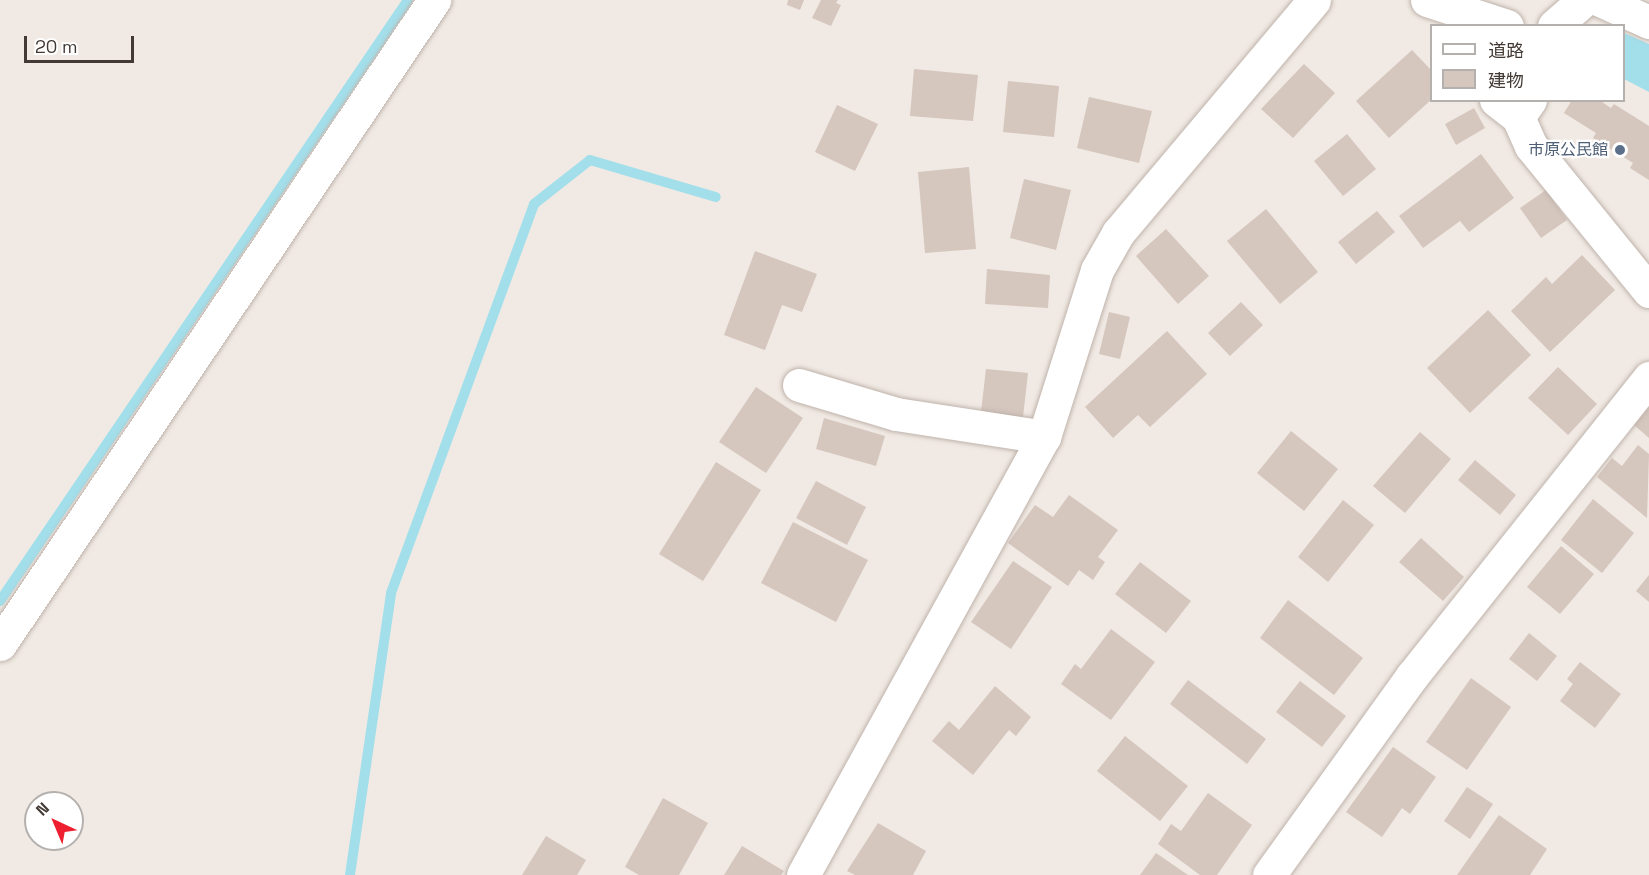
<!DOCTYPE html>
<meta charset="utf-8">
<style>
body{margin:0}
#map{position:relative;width:1649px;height:875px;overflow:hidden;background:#f1eae4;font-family:"Space Grotesk","Noto Sans JP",sans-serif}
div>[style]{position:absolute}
.water>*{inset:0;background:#a3dfeb}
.stream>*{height:10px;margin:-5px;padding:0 5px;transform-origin:5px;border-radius:5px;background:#a3dfeb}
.building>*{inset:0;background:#d5c6be}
.roads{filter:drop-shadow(0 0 2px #bfb3ab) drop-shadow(0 0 2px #bfb3ab)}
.minor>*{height:33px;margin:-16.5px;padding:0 16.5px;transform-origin:16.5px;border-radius:16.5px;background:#fff}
.dots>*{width:16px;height:16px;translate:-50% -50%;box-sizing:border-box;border:3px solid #fff;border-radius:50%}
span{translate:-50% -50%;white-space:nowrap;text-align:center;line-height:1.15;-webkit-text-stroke:4.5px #fff;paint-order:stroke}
.service-label{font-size:16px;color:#4e5e75}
.right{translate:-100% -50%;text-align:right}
.legend{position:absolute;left:1430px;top:24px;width:195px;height:78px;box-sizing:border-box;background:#fff;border:2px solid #b4b0ae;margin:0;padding:8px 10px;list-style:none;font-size:18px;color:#433a35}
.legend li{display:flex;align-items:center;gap:12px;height:30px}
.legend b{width:30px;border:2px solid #b4b0ae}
.north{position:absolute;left:24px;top:791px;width:60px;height:60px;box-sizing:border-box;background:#fff;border:2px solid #b4b0ae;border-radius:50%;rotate:316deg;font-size:16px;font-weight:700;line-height:24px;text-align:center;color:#433a35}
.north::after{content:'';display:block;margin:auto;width:21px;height:27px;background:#ee1f31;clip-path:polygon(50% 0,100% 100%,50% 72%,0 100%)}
.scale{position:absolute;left:24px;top:36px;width:110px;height:27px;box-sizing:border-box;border:3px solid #433a35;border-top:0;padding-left:8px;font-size:18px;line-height:21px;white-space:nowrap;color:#433a35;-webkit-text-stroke:4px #fff;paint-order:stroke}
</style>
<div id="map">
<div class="water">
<i style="clip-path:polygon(1624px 33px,1649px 44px,1649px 92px,1624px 79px)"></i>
</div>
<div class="stream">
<i style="left:0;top:601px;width:726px;rotate:-55.83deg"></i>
<i style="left:350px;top:875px;width:285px;rotate:-81.7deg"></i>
<i style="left:391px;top:593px;width:414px;rotate:-69.8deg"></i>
<i style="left:534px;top:204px;width:71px;rotate:-38.2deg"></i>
<i style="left:590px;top:160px;width:131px;rotate:16.4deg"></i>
</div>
<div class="building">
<i style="clip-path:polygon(788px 0,804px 0,800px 10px,787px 5px)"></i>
<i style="clip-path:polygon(821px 0,838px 0,836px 3px,841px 5px,831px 26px,812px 18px)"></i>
<i style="clip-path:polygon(1412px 50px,1432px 71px,1432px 99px,1389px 138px,1356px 101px)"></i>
<i style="clip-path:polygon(1304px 64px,1335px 93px,1293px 138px,1261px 109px)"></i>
<i style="clip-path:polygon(914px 69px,978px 75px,973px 121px,910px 116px)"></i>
<i style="clip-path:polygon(1008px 81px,1059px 86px,1054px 137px,1003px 132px)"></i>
<i style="clip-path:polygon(1089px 97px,1152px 111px,1139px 163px,1077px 148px)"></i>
<i style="clip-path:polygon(1572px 100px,1599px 100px,1611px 108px,1614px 104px,1649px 126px,1649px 180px,1630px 168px,1633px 163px,1593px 138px,1596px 133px,1564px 113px)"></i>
<i style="clip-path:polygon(837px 105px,878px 124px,855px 171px,815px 152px)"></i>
<i style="clip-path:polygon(1474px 108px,1485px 128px,1456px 145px,1445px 124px)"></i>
<i style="clip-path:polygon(1347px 134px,1376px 169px,1343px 196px,1314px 161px)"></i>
<i style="clip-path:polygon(1481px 154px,1514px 198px,1469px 232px,1460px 221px,1423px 248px,1399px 216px)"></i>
<i style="clip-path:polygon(969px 167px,976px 249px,925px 253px,918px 172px)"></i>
<i style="clip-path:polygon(1024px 179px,1071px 190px,1056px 250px,1010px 238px)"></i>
<i style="clip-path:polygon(1546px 190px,1567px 220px,1541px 238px,1520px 208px)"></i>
<i style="clip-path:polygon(1266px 209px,1318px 272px,1280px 304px,1227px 241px)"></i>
<i style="clip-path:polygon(1377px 211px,1395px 232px,1356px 264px,1338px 242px)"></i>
<i style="clip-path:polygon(1166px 229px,1209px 276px,1178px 304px,1136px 256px)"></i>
<i style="clip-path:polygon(755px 251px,817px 274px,802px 312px,782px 305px,765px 350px,724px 335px)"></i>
<i style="clip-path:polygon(1582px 255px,1615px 290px,1550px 352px,1511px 311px,1546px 277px,1552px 284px)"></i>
<i style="clip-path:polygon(987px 269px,1050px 275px,1048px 308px,985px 304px)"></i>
<i style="clip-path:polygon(1241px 302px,1263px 325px,1230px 356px,1208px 333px)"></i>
<i style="clip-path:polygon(1488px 310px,1531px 355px,1470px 413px,1427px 368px)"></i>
<i style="clip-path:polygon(1109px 312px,1130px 317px,1120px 359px,1099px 354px)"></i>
<i style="clip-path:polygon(1167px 331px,1207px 374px,1150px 427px,1138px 415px,1113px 438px,1085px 407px)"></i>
<i style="clip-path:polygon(1558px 367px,1597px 404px,1568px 435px,1528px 398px)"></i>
<i style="clip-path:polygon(986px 369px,1028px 373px,1023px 417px,981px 412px)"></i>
<i style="clip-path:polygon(756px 387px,803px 418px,766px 473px,719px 442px)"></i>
<i style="clip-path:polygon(1649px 407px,1649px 438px,1634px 425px)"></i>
<i style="clip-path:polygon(824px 418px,885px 436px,876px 466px,816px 449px)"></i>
<i style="clip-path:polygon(1291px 431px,1338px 469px,1304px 511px,1257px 473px)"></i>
<i style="clip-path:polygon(1420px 432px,1451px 459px,1405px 513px,1373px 486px)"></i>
<i style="clip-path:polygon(1638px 445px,1649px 454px,1647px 518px,1597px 477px,1612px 458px,1622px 466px)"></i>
<i style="clip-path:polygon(1475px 460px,1516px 495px,1500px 515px,1458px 480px)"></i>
<i style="clip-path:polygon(716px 462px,761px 490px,703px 581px,659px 554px)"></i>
<i style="clip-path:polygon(816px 481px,866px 507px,847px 545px,796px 518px)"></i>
<i style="clip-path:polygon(1069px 495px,1118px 530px,1098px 557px,1105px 562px,1093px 580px,1079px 570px,1068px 586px,1008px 543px,1035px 505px,1053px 517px)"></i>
<i style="clip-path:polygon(1593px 499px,1634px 533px,1602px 573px,1561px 540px)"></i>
<i style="clip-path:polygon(1343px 500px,1374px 525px,1328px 582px,1298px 557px)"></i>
<i style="clip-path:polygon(793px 522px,868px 560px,836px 622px,761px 583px)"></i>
<i style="clip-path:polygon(1421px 538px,1464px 577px,1443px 601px,1399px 562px)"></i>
<i style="clip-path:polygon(1561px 546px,1594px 574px,1560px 614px,1527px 587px)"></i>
<i style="clip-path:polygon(1013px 561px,1052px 587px,1011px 649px,971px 622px)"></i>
<i style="clip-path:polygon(1140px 562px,1191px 601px,1166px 633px,1115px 594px)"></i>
<i style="clip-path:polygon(1649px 575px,1649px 602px,1636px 591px)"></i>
<i style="clip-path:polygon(1288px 600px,1363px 658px,1334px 695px,1260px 638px)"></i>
<i style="clip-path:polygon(1111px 629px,1155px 662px,1111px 720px,1061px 684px,1075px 664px,1081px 669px)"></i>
<i style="clip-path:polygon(1529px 633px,1557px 656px,1537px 681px,1509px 659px)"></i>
<i style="clip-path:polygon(1580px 662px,1621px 694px,1595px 728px,1560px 701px,1573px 684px,1567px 679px)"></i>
<i style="clip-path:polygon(1471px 678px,1511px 707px,1467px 770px,1426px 742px)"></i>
<i style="clip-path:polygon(1188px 680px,1266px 739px,1247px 764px,1170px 704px)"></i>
<i style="clip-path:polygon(1300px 681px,1346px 716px,1322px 747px,1276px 712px)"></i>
<i style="clip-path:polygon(995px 686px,1031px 717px,1016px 736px,1009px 730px,973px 775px,932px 741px,949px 721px,959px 730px)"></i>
<i style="clip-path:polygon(1125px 736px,1188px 786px,1160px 821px,1097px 771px)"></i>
<i style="clip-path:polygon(1393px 747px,1436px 777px,1410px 814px,1402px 808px,1382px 837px,1346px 812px)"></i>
<i style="clip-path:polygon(1467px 787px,1493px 804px,1470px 839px,1444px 821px)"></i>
<i style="clip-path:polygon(1208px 793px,1252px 825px,1217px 875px,1200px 875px,1158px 844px,1171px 824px,1181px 831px)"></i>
<i style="clip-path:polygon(663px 798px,708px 823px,679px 875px,639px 875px,625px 867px)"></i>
<i style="clip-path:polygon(1499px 815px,1547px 849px,1530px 875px,1457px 875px)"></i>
<i style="clip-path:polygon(878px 823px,926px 851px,913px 875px,855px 875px,847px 871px)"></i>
<i style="clip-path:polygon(546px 836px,586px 860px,577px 875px,522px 875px)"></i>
<i style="clip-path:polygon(742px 846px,784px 871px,781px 875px,724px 875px)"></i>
<i style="clip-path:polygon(1156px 853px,1188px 875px,1140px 875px)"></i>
</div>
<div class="roads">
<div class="minor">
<i style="left:1427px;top:0;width:84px;rotate:18deg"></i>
<i style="left:1600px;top:0;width:54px;rotate:24.2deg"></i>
<i style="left:1554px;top:26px;width:40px;rotate:-41deg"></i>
<i style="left:1496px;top:100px;width:28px;rotate:38deg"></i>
<i style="left:1530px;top:100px;width:21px;rotate:125deg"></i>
<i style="left:1518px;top:117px;width:32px;rotate:66deg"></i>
<i style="left:1531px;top:146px;width:187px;rotate:50.9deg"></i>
<i style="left:799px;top:385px;width:101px;rotate:16.6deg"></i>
<i style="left:896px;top:414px;width:150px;rotate:8.8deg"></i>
<i style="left:0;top:644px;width:777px;rotate:-56.02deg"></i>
<i style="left:803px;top:875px;width:500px;rotate:-61.2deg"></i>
<i style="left:1044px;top:437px;width:175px;rotate:-72.4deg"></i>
<i style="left:1097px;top:270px;width:43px;rotate:-60.4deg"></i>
<i style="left:1118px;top:233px;width:304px;rotate:-49.9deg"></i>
<i style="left:1269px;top:875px;width:245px;rotate:-54.3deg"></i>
<i style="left:1412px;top:676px;width:381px;rotate:-51.5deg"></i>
</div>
</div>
<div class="dots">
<i style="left:1620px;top:150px;background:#5c6f8a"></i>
</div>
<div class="service-label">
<span class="right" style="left:1608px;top:150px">市原公民館</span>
</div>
<ul class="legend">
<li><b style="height:8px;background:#fff"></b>道路</li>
<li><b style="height:16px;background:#d5c6be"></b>建物</li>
</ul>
<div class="north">N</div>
<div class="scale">20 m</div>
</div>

━━━━

▶ _EXERCISE GOAL_
The only acceptable answer is a number: how many lines of the listing contain the word "stream".

▶ _WRITTEN RESPONSE_
2